High doses and dose variations seem to be significantly influenced by technical and technological factors. A decrease in dose variations and median dose levels should be facilitated by improvements in CT technology and protocol optimization, including exposure and technical parameter selection. Centers with large dose variations should think about standardizing protocols to narrow dose values. Centers with dose outliers, defined as values above the 75th percentile, urgently need to investigate as low as reasonably achievable dose protocols.
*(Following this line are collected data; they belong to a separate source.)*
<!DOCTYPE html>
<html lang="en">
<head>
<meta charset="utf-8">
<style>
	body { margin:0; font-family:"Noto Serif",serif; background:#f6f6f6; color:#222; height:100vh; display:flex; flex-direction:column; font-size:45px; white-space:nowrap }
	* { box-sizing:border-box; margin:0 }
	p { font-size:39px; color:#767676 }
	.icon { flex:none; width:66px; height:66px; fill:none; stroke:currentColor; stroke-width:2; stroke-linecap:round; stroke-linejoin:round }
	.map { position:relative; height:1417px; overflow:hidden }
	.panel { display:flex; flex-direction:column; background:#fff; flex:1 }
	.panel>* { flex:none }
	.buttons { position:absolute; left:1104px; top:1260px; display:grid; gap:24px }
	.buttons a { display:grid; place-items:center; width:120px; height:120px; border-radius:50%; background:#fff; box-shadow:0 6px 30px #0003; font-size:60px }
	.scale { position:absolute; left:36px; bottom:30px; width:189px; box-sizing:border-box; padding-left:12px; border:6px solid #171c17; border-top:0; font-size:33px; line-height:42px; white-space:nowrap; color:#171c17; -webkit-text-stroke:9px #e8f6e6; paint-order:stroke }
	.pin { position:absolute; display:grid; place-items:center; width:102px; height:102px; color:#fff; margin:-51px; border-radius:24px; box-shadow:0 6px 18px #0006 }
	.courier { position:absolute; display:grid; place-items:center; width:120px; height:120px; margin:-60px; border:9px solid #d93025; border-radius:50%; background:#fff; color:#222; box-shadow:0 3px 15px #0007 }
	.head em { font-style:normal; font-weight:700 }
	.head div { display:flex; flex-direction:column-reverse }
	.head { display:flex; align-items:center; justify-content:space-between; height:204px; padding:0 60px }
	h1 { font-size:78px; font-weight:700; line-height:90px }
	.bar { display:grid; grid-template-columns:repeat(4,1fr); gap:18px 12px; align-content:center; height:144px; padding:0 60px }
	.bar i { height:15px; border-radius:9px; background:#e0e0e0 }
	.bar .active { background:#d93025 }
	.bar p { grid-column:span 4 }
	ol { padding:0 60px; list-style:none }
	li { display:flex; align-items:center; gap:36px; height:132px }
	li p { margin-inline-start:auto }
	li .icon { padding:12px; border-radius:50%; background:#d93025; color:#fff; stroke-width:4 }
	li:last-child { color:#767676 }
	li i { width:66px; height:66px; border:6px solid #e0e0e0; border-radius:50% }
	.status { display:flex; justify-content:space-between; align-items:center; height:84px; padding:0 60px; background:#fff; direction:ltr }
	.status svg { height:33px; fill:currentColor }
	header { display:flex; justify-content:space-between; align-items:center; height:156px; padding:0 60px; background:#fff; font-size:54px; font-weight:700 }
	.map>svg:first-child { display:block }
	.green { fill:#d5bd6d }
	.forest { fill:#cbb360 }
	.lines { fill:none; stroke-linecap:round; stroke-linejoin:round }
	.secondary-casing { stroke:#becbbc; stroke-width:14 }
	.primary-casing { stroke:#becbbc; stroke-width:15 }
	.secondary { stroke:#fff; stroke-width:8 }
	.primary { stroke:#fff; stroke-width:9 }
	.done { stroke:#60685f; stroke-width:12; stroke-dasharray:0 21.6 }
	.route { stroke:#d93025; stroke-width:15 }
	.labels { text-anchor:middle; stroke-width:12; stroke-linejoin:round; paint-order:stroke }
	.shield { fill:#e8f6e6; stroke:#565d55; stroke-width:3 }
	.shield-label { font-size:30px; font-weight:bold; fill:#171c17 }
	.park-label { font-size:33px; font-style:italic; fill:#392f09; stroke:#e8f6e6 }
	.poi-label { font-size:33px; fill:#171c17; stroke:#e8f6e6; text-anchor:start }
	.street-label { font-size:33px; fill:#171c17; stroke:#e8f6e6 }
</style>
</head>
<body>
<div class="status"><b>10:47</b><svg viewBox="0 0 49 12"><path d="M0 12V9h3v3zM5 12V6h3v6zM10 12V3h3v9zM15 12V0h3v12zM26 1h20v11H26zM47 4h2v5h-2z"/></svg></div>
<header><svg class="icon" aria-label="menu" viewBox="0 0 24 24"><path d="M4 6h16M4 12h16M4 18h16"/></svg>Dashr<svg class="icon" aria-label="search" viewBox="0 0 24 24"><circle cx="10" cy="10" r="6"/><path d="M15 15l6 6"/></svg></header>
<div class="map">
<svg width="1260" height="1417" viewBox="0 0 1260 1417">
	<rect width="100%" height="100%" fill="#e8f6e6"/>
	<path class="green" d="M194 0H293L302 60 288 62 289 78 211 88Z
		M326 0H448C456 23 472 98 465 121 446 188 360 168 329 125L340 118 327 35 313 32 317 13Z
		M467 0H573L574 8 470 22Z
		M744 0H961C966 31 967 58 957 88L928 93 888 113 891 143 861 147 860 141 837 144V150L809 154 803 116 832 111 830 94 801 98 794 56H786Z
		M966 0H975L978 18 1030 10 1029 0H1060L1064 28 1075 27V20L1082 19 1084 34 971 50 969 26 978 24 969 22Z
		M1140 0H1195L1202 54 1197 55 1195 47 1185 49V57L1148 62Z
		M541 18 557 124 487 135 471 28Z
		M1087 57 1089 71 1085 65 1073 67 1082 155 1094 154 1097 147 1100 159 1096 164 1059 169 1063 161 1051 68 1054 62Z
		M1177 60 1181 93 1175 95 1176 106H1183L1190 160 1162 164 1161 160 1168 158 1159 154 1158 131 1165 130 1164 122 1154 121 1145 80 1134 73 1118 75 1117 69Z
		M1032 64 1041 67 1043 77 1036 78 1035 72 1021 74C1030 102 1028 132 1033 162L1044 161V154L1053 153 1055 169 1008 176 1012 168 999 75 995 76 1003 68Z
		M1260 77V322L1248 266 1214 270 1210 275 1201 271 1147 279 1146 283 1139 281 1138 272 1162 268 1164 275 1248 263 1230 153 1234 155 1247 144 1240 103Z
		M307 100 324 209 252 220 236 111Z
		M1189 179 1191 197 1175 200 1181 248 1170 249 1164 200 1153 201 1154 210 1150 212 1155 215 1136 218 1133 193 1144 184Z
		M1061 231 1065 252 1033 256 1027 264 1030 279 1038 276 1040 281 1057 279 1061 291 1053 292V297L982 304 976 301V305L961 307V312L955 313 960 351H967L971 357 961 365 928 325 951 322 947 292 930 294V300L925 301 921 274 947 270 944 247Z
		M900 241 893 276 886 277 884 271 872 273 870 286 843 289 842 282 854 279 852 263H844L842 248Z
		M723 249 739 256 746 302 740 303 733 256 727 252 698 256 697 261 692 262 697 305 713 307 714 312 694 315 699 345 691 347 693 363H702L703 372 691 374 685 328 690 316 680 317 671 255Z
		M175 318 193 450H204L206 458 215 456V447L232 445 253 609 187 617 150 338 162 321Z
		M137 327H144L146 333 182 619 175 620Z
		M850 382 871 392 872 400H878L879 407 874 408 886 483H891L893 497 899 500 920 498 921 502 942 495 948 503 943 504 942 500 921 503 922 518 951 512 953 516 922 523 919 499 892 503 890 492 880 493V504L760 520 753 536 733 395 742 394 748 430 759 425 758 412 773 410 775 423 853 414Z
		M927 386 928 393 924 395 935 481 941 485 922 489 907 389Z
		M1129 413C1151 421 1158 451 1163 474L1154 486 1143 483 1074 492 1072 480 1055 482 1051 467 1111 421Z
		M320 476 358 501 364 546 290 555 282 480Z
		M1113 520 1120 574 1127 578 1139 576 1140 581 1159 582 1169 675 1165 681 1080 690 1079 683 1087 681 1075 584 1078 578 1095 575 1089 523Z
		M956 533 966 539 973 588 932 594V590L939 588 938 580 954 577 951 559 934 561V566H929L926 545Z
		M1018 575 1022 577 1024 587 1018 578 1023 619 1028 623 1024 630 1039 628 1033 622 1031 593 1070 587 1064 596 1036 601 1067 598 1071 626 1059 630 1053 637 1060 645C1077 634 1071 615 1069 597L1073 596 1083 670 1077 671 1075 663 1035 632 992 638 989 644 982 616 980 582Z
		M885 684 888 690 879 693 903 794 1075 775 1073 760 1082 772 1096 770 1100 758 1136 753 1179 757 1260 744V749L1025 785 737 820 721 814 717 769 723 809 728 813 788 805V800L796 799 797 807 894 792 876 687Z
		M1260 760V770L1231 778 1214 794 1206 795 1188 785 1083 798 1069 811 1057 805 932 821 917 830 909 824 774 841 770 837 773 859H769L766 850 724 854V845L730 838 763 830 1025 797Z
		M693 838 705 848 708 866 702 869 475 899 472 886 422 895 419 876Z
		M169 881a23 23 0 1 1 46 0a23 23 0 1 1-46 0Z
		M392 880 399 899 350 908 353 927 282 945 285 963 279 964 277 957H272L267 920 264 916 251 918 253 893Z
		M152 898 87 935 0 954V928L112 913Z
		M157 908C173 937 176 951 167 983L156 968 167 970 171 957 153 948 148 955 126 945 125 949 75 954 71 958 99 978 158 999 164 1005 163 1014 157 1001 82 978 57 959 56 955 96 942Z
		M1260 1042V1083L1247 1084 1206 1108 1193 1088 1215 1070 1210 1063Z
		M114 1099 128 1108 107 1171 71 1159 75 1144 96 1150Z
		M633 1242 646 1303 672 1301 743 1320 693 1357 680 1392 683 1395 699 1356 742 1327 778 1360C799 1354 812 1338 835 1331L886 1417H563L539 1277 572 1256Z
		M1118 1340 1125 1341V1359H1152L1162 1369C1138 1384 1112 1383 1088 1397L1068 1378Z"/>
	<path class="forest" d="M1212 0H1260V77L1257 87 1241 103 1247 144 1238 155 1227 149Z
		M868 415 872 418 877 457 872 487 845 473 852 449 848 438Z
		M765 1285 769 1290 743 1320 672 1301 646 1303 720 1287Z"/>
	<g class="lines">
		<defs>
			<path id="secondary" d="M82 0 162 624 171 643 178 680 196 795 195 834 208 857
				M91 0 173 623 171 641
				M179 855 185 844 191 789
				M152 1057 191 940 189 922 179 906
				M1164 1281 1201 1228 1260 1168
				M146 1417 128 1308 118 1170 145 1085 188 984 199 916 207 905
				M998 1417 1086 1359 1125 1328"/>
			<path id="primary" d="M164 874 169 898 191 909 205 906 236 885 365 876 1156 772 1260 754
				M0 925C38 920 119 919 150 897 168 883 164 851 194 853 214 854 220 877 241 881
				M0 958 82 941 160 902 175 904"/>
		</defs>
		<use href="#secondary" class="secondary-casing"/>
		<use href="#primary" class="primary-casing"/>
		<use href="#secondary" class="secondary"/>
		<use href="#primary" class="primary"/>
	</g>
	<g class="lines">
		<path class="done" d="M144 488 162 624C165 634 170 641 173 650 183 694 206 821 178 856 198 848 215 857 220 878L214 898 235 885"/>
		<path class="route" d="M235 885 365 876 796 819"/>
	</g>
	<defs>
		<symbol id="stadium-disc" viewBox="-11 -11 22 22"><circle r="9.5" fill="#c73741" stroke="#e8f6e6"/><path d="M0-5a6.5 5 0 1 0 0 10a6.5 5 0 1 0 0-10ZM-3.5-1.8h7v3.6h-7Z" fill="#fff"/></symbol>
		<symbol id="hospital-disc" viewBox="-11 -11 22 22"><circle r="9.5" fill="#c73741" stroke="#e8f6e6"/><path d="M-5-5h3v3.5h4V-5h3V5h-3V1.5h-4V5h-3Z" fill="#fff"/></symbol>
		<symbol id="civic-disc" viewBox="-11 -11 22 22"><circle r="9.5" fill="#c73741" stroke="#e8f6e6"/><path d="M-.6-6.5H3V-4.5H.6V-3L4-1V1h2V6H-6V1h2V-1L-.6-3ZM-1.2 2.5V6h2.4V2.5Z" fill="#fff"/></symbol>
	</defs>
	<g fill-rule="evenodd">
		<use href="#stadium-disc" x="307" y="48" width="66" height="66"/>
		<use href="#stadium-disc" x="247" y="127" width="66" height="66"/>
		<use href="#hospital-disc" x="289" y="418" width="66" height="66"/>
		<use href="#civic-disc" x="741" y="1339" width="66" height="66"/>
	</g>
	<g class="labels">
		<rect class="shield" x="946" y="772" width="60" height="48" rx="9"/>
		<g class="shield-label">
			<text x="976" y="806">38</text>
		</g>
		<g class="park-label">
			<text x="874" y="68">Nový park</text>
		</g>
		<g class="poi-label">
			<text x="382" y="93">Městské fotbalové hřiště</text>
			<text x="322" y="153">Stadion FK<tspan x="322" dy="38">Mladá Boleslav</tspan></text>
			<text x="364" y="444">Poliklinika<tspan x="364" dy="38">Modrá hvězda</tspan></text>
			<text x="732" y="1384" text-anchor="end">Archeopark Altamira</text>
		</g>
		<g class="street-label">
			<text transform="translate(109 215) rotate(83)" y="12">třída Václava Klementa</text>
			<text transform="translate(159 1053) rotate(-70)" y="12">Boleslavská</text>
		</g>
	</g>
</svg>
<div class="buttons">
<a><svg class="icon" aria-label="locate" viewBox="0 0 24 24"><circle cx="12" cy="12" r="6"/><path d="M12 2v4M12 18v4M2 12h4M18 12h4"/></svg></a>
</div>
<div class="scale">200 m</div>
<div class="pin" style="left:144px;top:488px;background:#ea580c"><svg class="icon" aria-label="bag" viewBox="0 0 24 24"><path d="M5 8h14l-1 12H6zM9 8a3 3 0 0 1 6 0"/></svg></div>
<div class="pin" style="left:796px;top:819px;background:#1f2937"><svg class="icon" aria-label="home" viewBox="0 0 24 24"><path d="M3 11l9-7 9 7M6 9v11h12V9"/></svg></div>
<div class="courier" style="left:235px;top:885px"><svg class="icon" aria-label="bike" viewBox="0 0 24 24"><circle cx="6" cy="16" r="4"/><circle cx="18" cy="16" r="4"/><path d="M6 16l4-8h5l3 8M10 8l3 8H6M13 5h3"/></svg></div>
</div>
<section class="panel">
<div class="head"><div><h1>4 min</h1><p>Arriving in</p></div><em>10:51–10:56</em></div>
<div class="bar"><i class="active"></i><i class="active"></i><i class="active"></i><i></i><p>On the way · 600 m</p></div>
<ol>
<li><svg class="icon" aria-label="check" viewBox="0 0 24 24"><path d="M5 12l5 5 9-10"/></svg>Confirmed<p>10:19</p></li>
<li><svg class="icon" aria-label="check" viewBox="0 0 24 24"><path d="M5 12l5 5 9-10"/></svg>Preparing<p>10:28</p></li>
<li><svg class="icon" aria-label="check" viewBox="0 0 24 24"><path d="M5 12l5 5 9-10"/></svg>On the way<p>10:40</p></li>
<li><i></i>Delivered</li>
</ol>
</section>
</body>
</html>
Our findings provide a national point of reference for CT doses and have a duty to expedite optimization strategies to reduce the dose burden from chest CT examinations across Ethiopia. It is also helpful for policy formulation, monitoring and evaluation activities of the government and different concerned agencies, and communities at large. To enhance the radiation protection program, a corrective dose reduction strategy needs to be designed without affecting image quality. Adopting dose-reduction strategies, such as adjusting exposure parameters such as tube current (mA) and tube potential (kVp) and optimizing scan range, is one of the main recommendations for reducing radiation exposure. This can be accomplished by giving CT staff members sufficient training on the variables influencing patient dosage and image quality, choosing the best scanning parameters, and carefully selecting the anatomical region by reducing scan lengths to only include the anatomical region that are required. The current study's findings provide insight into the radiation dosages adult patients in Ethiopia health facilities experienced during chest CT examinations. Moreover, in the case of adult chest CT exams, a comparable kind of extensive survey based on clinical indication ought to be carried out to establish national DRLs.